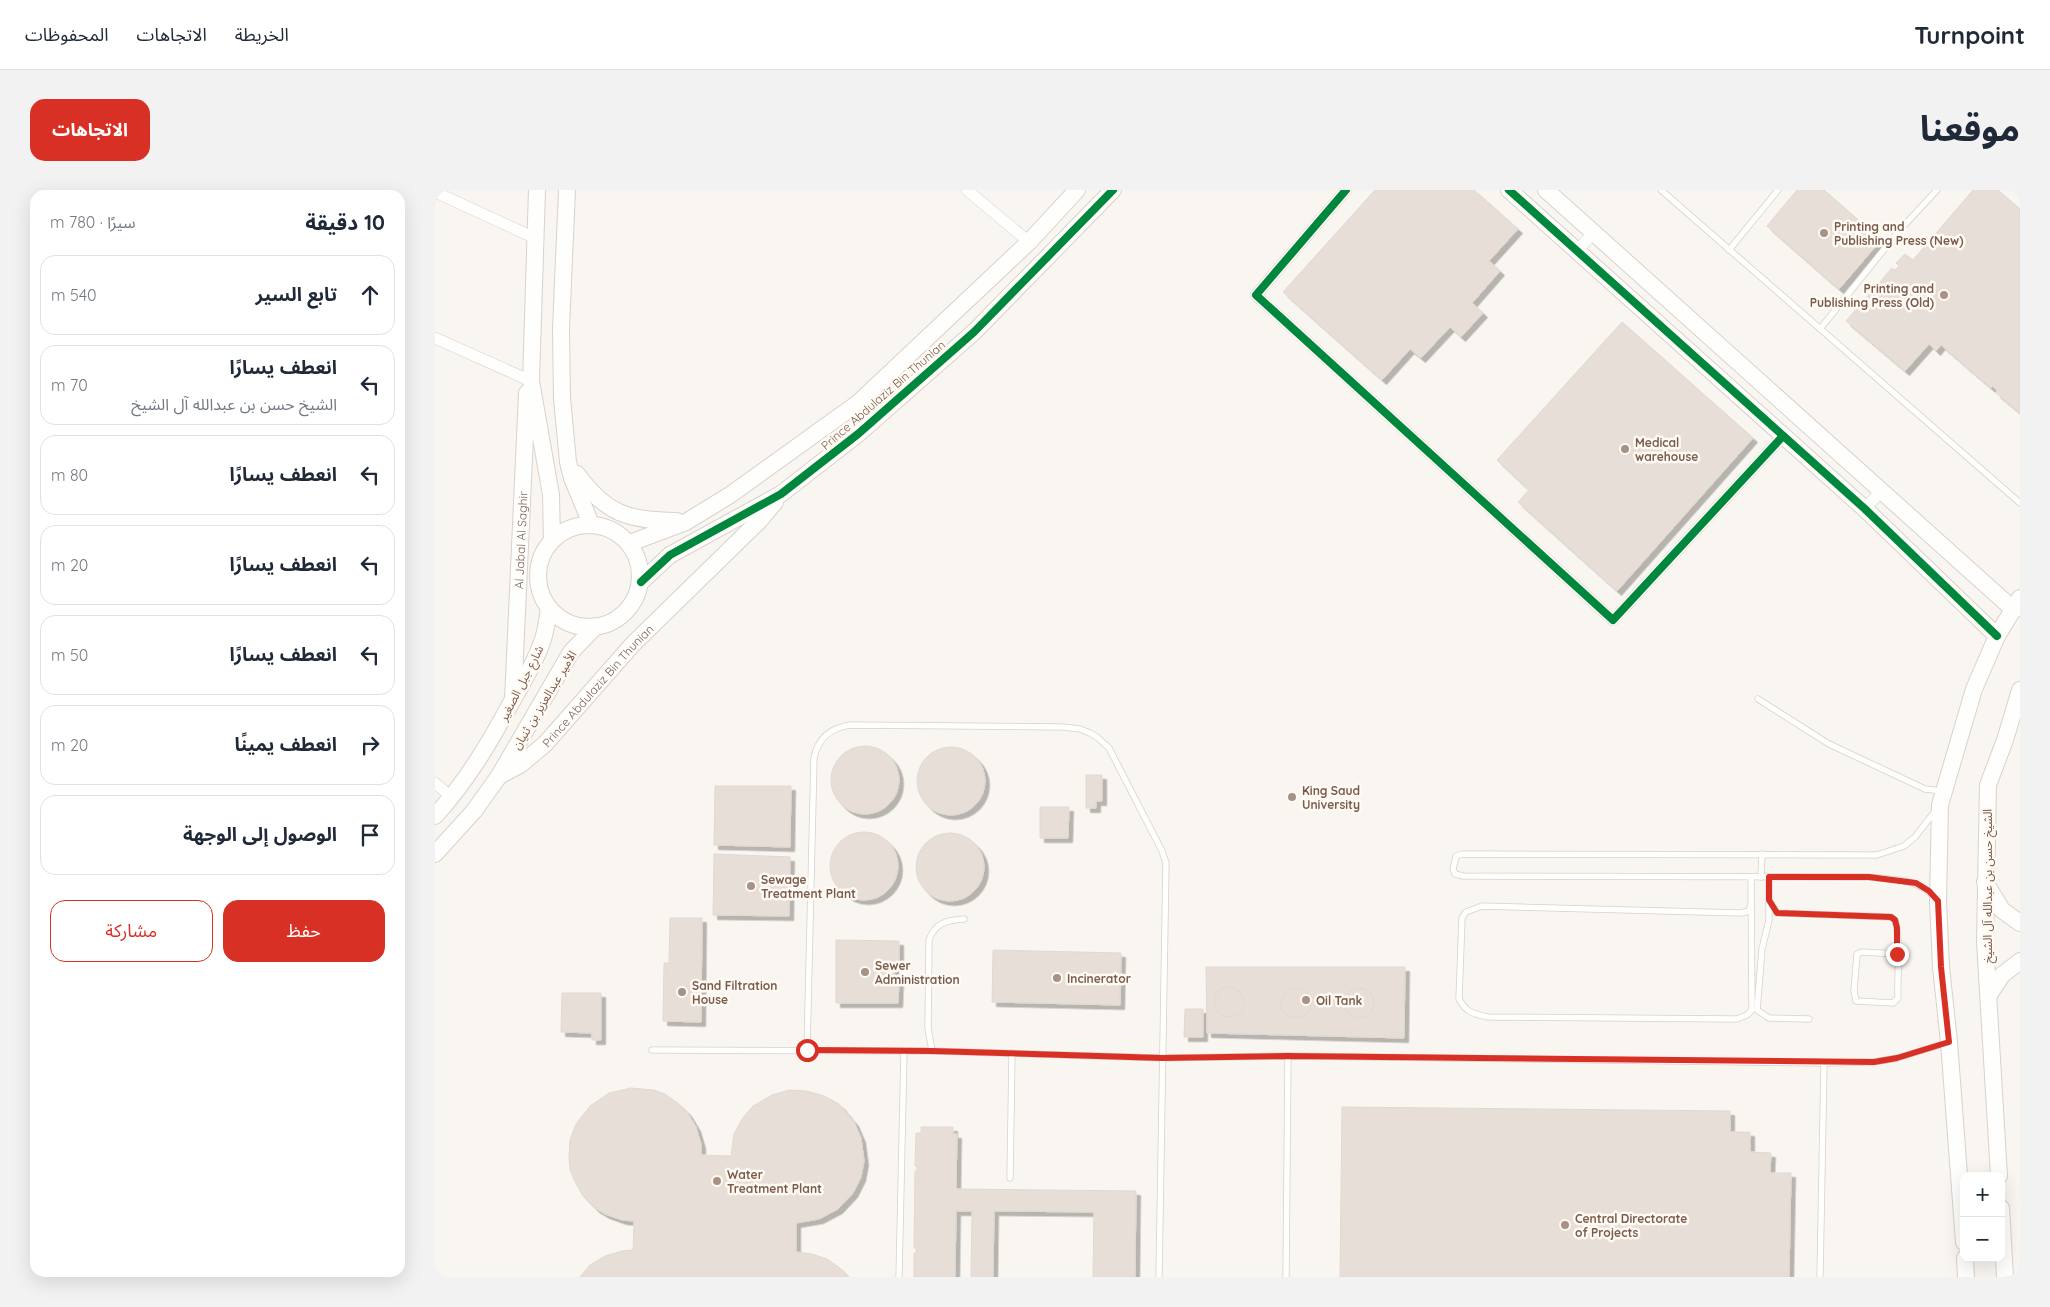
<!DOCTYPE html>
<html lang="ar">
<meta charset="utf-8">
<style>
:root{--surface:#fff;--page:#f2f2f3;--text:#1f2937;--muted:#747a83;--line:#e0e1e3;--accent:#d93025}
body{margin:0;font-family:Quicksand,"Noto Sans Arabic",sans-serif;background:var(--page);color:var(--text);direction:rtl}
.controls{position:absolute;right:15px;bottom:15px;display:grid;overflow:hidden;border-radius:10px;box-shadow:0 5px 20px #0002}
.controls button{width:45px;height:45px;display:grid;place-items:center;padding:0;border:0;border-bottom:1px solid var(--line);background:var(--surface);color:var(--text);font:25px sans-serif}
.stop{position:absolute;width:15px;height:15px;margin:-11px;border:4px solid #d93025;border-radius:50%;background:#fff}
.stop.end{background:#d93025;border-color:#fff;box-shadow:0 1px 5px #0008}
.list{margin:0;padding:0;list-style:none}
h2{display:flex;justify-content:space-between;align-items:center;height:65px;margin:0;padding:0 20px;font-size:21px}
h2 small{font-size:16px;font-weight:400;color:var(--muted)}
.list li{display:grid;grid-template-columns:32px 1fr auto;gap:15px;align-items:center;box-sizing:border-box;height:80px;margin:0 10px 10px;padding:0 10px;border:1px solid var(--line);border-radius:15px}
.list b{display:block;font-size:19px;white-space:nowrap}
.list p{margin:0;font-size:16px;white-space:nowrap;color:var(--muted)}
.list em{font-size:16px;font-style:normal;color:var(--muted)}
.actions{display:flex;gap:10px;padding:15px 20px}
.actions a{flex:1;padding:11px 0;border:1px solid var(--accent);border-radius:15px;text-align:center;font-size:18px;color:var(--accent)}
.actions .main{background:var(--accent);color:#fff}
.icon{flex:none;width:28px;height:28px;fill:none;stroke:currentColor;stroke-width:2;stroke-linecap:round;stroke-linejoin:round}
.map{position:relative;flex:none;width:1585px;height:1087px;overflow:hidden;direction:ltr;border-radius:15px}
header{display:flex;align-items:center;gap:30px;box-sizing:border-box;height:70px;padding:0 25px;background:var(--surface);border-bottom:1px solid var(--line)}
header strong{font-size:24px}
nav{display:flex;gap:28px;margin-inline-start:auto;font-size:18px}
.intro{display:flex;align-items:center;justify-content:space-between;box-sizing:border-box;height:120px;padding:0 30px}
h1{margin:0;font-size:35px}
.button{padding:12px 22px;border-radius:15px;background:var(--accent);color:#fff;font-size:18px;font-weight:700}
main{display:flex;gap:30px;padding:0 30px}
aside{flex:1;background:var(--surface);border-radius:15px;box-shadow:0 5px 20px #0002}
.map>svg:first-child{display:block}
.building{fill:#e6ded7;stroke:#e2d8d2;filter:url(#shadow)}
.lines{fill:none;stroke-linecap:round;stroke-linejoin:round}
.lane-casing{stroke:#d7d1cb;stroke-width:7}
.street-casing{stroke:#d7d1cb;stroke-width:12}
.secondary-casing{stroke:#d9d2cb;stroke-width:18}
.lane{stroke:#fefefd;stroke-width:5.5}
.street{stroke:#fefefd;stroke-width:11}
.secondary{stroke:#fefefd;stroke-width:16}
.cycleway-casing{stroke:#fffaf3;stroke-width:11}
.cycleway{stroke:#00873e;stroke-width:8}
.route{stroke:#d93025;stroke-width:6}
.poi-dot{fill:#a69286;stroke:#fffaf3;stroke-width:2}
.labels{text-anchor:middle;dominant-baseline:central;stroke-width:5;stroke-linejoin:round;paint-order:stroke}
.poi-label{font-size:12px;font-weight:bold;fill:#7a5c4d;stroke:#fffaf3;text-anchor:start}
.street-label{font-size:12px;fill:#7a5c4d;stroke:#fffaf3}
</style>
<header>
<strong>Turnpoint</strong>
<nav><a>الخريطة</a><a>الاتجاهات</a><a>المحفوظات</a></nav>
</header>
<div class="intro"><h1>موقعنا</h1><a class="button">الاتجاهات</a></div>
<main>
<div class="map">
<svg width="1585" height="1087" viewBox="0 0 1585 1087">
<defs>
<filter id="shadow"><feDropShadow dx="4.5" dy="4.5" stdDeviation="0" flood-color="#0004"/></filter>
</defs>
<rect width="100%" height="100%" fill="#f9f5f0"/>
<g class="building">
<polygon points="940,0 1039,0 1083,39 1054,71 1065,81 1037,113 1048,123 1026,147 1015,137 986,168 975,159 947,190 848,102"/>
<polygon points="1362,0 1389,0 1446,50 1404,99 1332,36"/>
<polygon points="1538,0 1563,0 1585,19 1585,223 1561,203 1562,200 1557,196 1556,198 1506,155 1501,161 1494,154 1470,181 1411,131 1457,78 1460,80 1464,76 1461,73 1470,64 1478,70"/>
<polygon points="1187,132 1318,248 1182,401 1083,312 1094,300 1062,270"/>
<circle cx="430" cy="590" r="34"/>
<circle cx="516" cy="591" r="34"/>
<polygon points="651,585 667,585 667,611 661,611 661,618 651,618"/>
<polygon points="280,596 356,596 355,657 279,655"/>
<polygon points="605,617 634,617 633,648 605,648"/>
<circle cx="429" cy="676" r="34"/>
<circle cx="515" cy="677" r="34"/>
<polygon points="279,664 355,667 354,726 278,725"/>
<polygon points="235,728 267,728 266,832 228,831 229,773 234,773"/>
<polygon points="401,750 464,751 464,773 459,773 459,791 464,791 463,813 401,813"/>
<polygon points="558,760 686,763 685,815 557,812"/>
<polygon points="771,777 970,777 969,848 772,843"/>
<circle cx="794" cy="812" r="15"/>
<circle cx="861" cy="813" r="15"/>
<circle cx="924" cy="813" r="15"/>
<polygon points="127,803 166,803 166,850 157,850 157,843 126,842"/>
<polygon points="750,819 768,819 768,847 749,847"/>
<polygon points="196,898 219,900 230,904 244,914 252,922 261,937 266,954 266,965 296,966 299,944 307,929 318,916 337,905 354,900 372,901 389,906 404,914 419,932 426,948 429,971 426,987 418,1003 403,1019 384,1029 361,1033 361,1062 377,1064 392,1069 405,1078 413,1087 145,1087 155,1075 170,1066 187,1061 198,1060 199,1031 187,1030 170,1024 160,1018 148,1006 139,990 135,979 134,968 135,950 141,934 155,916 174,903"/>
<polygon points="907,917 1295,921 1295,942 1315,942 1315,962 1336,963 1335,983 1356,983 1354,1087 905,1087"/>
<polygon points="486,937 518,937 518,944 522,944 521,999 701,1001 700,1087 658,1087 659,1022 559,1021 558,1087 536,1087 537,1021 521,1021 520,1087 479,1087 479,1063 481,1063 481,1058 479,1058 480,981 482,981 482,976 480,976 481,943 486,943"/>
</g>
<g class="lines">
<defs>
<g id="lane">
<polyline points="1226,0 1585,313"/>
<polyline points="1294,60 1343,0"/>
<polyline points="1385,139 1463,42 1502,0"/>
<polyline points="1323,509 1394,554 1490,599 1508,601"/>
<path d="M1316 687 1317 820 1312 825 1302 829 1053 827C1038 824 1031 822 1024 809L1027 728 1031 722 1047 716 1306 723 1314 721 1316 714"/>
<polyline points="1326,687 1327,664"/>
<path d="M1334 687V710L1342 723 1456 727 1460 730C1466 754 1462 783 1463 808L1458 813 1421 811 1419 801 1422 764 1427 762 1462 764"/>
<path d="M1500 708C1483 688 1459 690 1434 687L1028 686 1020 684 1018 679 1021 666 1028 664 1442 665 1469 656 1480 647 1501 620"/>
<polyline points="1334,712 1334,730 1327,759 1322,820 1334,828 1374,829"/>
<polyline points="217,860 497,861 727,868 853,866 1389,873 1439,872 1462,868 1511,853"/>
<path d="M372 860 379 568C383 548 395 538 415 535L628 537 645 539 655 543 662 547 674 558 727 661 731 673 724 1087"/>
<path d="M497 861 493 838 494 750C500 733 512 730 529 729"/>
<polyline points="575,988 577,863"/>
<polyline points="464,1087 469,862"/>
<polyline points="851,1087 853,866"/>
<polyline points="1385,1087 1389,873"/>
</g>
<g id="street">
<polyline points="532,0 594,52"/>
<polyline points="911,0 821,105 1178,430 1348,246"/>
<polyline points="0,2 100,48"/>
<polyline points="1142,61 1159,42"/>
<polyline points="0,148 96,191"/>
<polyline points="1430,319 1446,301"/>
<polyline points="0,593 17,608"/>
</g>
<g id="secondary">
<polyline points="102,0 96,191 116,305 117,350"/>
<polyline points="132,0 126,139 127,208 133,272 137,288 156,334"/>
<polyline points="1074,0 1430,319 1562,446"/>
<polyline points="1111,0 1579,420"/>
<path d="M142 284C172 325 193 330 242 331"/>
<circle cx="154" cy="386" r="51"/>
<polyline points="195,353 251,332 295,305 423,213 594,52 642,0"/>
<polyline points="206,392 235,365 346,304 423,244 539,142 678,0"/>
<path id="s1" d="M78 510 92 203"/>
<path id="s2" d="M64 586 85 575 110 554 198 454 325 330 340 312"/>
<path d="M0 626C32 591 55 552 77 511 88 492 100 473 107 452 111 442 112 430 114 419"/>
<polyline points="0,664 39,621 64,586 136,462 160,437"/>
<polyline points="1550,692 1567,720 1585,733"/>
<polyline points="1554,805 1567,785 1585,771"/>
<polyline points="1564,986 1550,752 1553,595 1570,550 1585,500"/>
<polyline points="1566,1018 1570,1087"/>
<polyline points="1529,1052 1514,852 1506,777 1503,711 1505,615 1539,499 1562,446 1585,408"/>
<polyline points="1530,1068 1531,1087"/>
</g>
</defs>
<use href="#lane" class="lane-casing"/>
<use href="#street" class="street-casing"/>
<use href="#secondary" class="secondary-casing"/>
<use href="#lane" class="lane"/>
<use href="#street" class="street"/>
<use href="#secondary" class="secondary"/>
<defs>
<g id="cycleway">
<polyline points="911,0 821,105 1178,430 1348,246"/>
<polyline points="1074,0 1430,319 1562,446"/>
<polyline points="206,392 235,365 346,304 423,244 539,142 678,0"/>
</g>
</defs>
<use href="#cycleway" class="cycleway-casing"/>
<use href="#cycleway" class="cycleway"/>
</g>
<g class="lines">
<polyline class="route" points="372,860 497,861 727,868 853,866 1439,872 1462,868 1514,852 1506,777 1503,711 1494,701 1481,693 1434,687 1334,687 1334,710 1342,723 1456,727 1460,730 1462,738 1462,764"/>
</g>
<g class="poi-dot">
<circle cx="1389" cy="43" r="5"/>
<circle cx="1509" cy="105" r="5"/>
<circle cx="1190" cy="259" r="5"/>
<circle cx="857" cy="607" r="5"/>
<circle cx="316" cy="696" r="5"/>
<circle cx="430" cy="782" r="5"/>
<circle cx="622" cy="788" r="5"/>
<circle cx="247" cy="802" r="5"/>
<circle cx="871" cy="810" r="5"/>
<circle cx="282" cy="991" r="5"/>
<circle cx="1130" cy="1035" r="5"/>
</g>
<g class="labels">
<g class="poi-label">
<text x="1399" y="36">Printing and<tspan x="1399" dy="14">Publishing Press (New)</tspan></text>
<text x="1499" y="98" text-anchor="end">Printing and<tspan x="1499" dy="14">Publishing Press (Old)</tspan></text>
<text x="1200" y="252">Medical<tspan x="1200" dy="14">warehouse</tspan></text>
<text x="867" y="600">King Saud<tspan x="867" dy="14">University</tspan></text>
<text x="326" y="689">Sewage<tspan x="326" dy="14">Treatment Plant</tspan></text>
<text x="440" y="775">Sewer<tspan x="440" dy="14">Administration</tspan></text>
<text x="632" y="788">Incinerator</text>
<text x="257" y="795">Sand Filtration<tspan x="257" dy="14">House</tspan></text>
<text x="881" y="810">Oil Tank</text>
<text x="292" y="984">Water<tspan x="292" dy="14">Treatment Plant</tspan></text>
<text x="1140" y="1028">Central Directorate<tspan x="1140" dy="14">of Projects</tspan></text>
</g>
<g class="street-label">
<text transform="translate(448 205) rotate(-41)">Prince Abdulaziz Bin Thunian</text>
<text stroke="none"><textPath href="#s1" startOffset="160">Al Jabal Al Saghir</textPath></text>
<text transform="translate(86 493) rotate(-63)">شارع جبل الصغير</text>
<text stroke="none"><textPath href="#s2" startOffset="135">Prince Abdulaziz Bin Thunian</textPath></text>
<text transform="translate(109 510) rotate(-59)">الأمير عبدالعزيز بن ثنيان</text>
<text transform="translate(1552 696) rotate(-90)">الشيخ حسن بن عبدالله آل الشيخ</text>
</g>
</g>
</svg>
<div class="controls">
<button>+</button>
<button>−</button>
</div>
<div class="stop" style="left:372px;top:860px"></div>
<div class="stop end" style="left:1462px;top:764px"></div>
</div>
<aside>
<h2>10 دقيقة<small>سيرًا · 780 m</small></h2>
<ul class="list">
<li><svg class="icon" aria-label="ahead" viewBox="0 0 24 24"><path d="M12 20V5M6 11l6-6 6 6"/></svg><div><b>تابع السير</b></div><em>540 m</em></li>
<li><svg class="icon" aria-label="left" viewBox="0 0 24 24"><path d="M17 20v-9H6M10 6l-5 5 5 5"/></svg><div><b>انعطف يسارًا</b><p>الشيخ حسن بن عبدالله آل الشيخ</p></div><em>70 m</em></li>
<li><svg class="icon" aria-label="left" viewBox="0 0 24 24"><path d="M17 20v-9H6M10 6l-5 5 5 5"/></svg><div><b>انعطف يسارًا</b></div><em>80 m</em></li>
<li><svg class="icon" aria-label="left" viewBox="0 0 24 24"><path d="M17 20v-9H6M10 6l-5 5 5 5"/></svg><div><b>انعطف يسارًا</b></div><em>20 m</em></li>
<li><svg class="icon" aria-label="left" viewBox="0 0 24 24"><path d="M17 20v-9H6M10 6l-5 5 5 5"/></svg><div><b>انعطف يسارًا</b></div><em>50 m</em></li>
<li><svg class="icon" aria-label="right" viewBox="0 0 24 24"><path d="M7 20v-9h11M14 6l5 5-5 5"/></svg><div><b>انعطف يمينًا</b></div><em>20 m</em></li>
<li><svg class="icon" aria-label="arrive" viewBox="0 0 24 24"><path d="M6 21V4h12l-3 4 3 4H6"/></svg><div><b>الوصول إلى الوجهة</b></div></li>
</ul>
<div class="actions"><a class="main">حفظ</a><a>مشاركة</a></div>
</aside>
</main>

### YOUR TASK
Every line in the data that holds the string "solid" should be copied.

### PROBLEM SOLUTION
.controls button{width:45px;height:45px;display:grid;place-items:center;padding:0;border:0;border-bottom:1px solid var(--line);background:var(--surface);color:var(--text);font:25px sans-serif}
.stop{position:absolute;width:15px;height:15px;margin:-11px;border:4px solid #d93025;border-radius:50%;background:#fff}
.list li{display:grid;grid-template-columns:32px 1fr auto;gap:15px;align-items:center;box-sizing:border-box;height:80px;margin:0 10px 10px;padding:0 10px;border:1px solid var(--line);border-radius:15px}
.actions a{flex:1;padding:11px 0;border:1px solid var(--accent);border-radius:15px;text-align:center;font-size:18px;color:var(--accent)}
header{display:flex;align-items:center;gap:30px;box-sizing:border-box;height:70px;padding:0 25px;background:var(--surface);border-bottom:1px solid var(--line)}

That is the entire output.